**WHAT THIS TASK INVOLVES:** In the listing that follows, retype every line from the first through the one containing "position:absolute; left:10px; top:529px;". Pictures are to be left out.

- - -

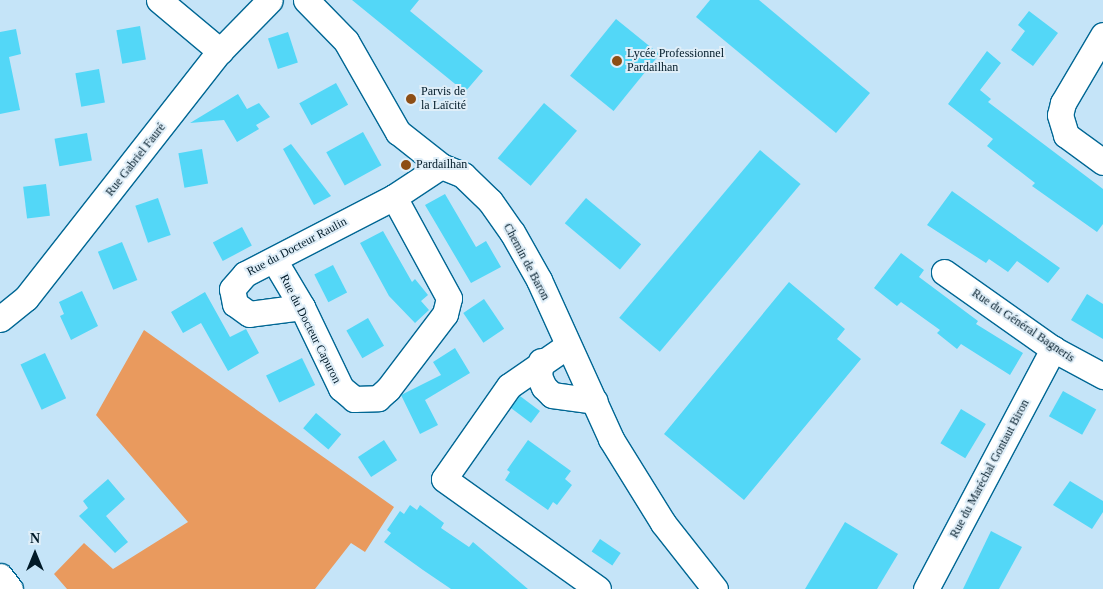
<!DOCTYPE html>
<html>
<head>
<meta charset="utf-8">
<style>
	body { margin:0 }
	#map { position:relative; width:1103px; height:589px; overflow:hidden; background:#c5e4f8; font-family:Georgia,serif }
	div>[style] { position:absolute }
	.green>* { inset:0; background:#e99a5e }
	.building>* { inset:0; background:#53d7f7; transform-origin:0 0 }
	.roads { filter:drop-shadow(1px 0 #006794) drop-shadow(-1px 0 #006794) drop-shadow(0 1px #006794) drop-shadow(0 -1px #006794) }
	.minor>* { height:25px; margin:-12.5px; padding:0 12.5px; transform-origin:12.5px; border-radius:12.5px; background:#fff }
	.dots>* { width:14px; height:14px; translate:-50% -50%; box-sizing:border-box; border:2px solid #dfeef8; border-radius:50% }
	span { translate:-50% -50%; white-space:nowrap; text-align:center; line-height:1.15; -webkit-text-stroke:4px #dfeef8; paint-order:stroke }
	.poi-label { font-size:12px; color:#011a28 }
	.left { translate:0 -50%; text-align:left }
	.street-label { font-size:12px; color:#011a28 }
	.north { position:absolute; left:10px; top:529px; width:50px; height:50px; -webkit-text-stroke:4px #dfeef8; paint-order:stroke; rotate:0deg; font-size:14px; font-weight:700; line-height:20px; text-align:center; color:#011a28 }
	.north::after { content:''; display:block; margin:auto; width:18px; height:22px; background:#011a28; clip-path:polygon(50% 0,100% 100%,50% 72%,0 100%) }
</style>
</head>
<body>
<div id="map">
	<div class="green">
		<i style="clip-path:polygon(144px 330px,394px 507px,365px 552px,351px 543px,315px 589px,67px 589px,54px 574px,84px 543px,113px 569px,188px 522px,96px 415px)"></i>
	</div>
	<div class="building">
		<i style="clip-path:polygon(352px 0,419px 0,410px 11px,483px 71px,465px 92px)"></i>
		<i style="clip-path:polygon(710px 0,759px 0,870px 93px,836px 133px,696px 17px)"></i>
		<i style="clip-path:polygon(1029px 11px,1058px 33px,1033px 66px,1011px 50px,1025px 31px,1018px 25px)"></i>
		<i style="left:616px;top:19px;width:56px;height:73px;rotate:39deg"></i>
		<i style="left:140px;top:26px;width:34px;height:24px;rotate:80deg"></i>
		<i style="clip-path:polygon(16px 29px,21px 54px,9px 57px,20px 110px,0 114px,0 32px)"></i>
		<i style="left:288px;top:32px;width:32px;height:21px;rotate:72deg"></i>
		<i style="clip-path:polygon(987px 51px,1001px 63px,980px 90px,991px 99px,988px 102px,1103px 189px,1103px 224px,1097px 232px,1032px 186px,1035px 183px,987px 146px,993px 139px,948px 104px)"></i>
		<i style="left:99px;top:69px;width:34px;height:24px;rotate:80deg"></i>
		<i style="left:336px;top:83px;width:25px;height:42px;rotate:61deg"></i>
		<i style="clip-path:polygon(238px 94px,247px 109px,259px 103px,270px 117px,256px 125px,259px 129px,237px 142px,224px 120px,190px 123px)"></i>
		<i style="left:544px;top:103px;width:43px;height:72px;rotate:40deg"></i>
		<i style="left:363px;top:132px;width:38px;height:42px;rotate:61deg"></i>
		<i style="left:87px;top:133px;width:28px;height:33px;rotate:80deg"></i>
		<i style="clip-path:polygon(291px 144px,331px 196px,314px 205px,283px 149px)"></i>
		<i style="left:202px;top:149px;width:35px;height:24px;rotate:80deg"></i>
		<i style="left:760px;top:150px;width:53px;height:219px;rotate:40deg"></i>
		<i style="left:46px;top:184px;width:32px;height:23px;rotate:83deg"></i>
		<i style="clip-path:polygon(952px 191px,1060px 268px,1048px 283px,1017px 261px,1008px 272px,989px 259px,986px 263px,927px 225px)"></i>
		<i style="clip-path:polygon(445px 194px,476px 247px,486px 241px,501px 267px,471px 283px,425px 205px)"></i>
		<i style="left:158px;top:198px;width:39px;height:24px;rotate:71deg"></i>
		<i style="left:586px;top:198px;width:72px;height:33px;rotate:40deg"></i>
		<i style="left:242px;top:227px;width:21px;height:33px;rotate:62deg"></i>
		<i style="clip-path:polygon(383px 231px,412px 282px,415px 279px,428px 295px,421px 301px,429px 310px,415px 323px,389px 296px,360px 243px)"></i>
		<i style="left:122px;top:242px;width:41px;height:26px;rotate:68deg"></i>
		<i style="clip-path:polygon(901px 253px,924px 270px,919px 277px,978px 321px,976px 324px,1023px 353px,1010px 375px,961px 344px,957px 349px,937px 333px,940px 330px,901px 302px,897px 306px,874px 288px)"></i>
		<i style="left:333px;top:265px;width:31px;height:21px;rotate:63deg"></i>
		<i style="clip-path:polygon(789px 282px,845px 329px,837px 339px,861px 359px,744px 500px,664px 434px)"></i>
		<i style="clip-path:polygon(82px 291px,98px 326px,71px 340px,60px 316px,64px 314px,59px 302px)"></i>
		<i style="clip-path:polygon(205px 292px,230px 337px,246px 329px,259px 353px,228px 371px,201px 323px,183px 333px,171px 312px)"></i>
		<i style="clip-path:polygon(1087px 294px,1103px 304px,1103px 339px,1071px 320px)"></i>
		<i style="left:484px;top:299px;width:36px;height:25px;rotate:56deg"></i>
		<i style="left:368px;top:318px;width:32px;height:25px;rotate:60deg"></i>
		<i style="clip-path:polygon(455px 348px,470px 373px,425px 400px,438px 425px,420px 434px,401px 395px,441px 375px,433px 362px)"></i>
		<i style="left:45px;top:353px;width:50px;height:27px;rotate:65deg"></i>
		<i style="left:302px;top:358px;width:30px;height:40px;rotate:64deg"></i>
		<i style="left:1063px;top:391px;width:38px;height:29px;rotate:29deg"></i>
		<i style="left:520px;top:396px;width:25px;height:15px;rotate:37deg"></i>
		<i style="left:961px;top:409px;width:29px;height:40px;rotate:31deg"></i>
		<i style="left:316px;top:413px;width:33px;height:20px;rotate:40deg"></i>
		<i style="left:384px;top:440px;width:24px;height:31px;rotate:57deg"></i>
		<i style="clip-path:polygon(528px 440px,571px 471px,565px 479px,572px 485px,557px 505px,553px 502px,548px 510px,505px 480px,510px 472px,507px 470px)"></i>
		<i style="clip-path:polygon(108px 479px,125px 499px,106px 516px,128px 542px,115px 553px,79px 516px,88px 508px,83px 501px)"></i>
		<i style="clip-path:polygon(1070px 481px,1103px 501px,1103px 512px,1092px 529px,1053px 505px)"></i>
		<i style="clip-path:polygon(410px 505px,417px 510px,420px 505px,444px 523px,441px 528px,469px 547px,473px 542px,528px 589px,451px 589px,423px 570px,384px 542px,391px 533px,387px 530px,400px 511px,404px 514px)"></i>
		<i style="clip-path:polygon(845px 522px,898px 554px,877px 589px,805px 589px)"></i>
		<i style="clip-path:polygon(991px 531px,1022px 547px,999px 589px,963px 589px)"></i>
		<i style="left:600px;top:539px;width:25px;height:15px;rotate:34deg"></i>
	</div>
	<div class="roads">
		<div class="minor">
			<i style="left:159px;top:0;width:80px;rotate:39.9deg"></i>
			<i style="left:306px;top:0;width:57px;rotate:45.7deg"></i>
			<i style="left:346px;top:41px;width:105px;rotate:60.3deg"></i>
			<i style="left:398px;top:132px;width:55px;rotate:38.3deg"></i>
			<i style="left:441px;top:166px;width:24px;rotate:22deg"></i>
			<i style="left:463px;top:175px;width:37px;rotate:44deg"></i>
			<i style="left:490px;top:201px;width:38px;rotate:55deg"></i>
			<i style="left:512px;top:232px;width:55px;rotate:60.6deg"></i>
			<i style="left:539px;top:280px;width:175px;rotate:65.6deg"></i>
			<i style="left:611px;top:439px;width:99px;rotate:58.2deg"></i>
			<i style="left:663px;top:523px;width:84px;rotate:51.8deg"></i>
			<i style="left:1103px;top:35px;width:79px;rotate:120.5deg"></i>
			<i style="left:1063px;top:103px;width:12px;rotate:104deg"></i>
			<i style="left:1060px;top:115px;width:21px;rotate:73deg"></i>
			<i style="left:1066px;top:135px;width:46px;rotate:36.1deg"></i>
			<i style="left:274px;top:260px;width:55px;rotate:59.2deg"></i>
			<i style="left:302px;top:307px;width:90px;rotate:64.3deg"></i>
			<i style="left:341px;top:388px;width:17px;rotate:40deg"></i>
			<i style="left:354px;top:399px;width:24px;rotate:-2deg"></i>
			<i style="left:378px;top:398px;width:13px;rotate:-42deg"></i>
			<i style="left:388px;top:389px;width:94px;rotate:-52.8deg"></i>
			<i style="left:445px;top:314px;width:16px;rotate:-76deg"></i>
			<i style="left:449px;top:298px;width:115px;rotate:-118.6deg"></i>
			<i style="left:944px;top:272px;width:133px;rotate:35.2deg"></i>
			<i style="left:1053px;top:349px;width:57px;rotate:28.4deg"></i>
			<i style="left:302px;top:307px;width:53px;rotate:172.5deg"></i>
			<i style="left:249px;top:314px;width:17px;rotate:-144deg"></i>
			<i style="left:235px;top:304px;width:15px;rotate:-101deg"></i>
			<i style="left:232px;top:289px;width:20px;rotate:-49deg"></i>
			<i style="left:245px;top:274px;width:168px;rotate:-27.3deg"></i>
			<i style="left:394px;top:197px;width:56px;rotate:-33.4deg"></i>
			<i style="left:0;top:319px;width:33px;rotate:-39deg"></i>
			<i style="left:26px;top:298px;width:314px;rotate:-51.9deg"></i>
			<i style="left:220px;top:51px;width:71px;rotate:-45.6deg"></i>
			<i style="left:567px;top:346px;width:70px;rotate:145.4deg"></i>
			<i style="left:509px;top:386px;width:113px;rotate:125deg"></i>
			<i style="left:444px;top:479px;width:189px;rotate:35.5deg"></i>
			<i style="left:541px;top:361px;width:15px;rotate:98deg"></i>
			<i style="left:539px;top:376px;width:12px;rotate:66deg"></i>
			<i style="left:544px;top:387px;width:11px;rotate:45deg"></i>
			<i style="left:552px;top:395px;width:43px;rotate:7.9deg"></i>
			<i style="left:0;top:576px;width:16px;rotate:52deg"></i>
			<i style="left:926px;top:589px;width:272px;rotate:-62.1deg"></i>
		</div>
	</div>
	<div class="dots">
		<i style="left:617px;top:61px;background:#8d4e15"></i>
		<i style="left:411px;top:99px;background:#8d4e15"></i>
		<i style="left:406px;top:165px;background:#8d4e15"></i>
	</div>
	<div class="poi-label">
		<span class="left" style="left:627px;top:61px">Lycée Professionnel<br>Pardailhan</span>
		<span class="left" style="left:421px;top:99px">Parvis de<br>la Laïcité</span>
		<span class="left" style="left:416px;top:165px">Pardailhan</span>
	</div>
	<div class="street-label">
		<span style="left:136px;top:160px;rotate:-52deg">Rue Gabriel Fauré</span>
		<span style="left:297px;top:247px;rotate:-28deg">Rue du Docteur Raulin</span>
		<span style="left:526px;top:262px;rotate:62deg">Chemin de Baron</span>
		<span style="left:1023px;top:326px;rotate:34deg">Rue du Général Bagneris</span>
		<span style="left:310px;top:329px;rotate:63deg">Rue du Docteur Capuron</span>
		<span style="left:990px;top:469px;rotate:-62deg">Rue du Maréchal Gontaut Biron</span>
	</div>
	<div class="north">N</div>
</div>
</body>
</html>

- - -

**RESPONSE AREA:**
<!DOCTYPE html>
<html>
<head>
<meta charset="utf-8">
<style>
	body { margin:0 }
	#map { position:relative; width:1103px; height:589px; overflow:hidden; background:#c5e4f8; font-family:Georgia,serif }
	div>[style] { position:absolute }
	.green>* { inset:0; background:#e99a5e }
	.building>* { inset:0; background:#53d7f7; transform-origin:0 0 }
	.roads { filter:drop-shadow(1px 0 #006794) drop-shadow(-1px 0 #006794) drop-shadow(0 1px #006794) drop-shadow(0 -1px #006794) }
	.minor>* { height:25px; margin:-12.5px; padding:0 12.5px; transform-origin:12.5px; border-radius:12.5px; background:#fff }
	.dots>* { width:14px; height:14px; translate:-50% -50%; box-sizing:border-box; border:2px solid #dfeef8; border-radius:50% }
	span { translate:-50% -50%; white-space:nowrap; text-align:center; line-height:1.15; -webkit-text-stroke:4px #dfeef8; paint-order:stroke }
	.poi-label { font-size:12px; color:#011a28 }
	.left { translate:0 -50%; text-align:left }
	.street-label { font-size:12px; color:#011a28 }
	.north { position:absolute; left:10px; top:529px; width:50px; height:50px; -webkit-text-stroke:4px #dfeef8; paint-order:stroke; rotate:0deg; font-size:14px; font-weight:700; line-height:20px; text-align:center; color:#011a28 }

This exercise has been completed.